Many times, Logan had heard the phrase “possessed of a devil.” But not until this moment, as he sat opposite Jackman with the chessmen between them, had he perceived the full and dreadful meaning of the words. The dark powers had claimed Edmund Jackman long since, and what sat opposite him was only the husk of a human being. Even the husk was crumbling now. Yet out of that desiccated scrap of mortality, dry and empty as the armor of last summer’s locust, there echoed now and again cries of anguish, the vain contrition of the damned. Whatever traditionary spectres might throng round the Old House of Fear, here right before Logan sat the ghost of what once might have been a vessel for honor.

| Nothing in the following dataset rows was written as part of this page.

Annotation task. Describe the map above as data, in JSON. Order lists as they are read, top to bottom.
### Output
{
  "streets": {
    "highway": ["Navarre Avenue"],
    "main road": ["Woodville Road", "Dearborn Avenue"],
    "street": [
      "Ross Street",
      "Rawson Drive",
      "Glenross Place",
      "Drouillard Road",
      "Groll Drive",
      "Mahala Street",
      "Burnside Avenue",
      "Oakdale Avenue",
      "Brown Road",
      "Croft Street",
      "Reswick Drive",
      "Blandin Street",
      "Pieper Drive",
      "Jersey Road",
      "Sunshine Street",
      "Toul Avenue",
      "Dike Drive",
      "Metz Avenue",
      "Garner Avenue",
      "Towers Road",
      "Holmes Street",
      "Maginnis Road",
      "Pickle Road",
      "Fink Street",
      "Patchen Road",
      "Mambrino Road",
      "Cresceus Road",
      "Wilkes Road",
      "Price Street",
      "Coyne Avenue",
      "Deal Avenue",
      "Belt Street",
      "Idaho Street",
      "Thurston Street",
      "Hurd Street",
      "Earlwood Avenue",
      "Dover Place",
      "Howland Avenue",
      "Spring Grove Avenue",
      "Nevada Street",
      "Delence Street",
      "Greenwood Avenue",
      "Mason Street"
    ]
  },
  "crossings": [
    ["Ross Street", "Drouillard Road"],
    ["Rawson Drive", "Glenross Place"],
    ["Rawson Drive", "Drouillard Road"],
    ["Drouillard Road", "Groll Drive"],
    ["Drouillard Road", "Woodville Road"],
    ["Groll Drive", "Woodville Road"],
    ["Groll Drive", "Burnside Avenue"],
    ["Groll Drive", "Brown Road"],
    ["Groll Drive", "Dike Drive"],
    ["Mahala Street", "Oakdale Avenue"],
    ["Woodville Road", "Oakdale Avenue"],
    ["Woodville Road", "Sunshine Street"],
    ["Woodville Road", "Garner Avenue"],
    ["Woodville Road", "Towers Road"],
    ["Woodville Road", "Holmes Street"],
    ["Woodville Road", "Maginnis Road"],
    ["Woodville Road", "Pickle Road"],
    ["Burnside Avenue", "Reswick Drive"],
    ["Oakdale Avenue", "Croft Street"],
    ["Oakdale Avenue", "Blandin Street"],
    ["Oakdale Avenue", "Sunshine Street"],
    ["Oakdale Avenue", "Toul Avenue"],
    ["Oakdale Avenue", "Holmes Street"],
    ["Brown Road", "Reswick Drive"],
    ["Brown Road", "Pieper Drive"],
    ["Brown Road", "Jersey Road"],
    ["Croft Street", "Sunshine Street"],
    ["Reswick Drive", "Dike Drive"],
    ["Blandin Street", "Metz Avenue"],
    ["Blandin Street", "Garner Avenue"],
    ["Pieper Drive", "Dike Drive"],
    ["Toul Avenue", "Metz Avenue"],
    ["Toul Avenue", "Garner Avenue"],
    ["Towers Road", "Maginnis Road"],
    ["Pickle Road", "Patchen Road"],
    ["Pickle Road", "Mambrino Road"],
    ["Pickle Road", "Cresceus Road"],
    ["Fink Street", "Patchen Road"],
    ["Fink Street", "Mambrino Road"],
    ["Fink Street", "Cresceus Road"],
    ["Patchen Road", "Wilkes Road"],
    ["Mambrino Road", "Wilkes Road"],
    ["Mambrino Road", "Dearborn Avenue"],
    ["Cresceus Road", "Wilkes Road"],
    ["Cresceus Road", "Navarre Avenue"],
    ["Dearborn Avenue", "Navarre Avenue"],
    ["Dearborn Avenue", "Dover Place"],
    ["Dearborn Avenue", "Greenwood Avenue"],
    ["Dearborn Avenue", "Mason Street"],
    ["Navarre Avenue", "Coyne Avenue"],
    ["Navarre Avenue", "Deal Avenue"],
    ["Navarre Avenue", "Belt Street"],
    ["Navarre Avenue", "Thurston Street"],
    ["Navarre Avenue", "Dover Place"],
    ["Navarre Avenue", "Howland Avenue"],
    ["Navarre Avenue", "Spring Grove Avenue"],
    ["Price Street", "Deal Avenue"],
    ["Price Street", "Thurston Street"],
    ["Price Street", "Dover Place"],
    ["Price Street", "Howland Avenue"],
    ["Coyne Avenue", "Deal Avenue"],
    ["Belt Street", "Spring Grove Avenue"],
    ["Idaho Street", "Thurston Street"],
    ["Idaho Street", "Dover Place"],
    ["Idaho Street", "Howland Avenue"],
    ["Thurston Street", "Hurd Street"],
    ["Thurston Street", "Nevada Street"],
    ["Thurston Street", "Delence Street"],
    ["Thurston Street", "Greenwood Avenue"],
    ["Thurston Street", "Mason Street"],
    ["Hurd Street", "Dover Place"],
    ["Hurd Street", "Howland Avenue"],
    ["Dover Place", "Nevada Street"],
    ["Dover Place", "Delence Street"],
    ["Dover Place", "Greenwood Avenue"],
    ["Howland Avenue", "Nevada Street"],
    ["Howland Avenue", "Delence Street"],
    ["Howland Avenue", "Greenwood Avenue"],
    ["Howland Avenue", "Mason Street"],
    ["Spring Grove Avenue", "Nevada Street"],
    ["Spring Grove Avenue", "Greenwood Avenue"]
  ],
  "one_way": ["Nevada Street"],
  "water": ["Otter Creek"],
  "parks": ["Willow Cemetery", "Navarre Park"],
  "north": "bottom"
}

Again Jackman’s eyes had closed, and the man or devil did not stir in the chair. What visions came and went behind those fallen eyelids, Logan preferred not to think. Jackman had drifted somewhere beyond this world of sense, for the moment. In the middle of that pallid forehead, the nasty round spot, the Third Eye, seemed to pulsate faintly, as if keeping night watch upon Logan.

Hugh Logan fought clear of the contagion of madness. Minutes, precious minutes, were slipping away. By a heap of chessmen lay the little pistol. Should he make a try for it? Or was this some sort of trap that Jackman had set? No, the damned man’s trance was genuine. If he chose, Logan could leap up, snatch the pistol, and make for the stairs. But that gang of murderers was below. And where might Mary and he run to? Well, let him get his hands on a rifle, and he might hold the old tower against them for a time. It might be possible to keep Jackman a hostage. The scheme was fantastic, but the only probable alternative was torture and death for Mary MacAskival and himself. Rising silent from his chair, Logan stretched out a hand toward the gun.

“As you were!” It was Royall’s harsh voice, at Logan’s back. A revolver-muzzle pressed into his spine. Royall’s long, almost skeletal arm reached past him and snatched up the little pistol by the chessmen. “Over to the wall,” Royall said, “and stand there till I tell you to turn round. I’ve been behind the screen these ten minutes past, Logan.”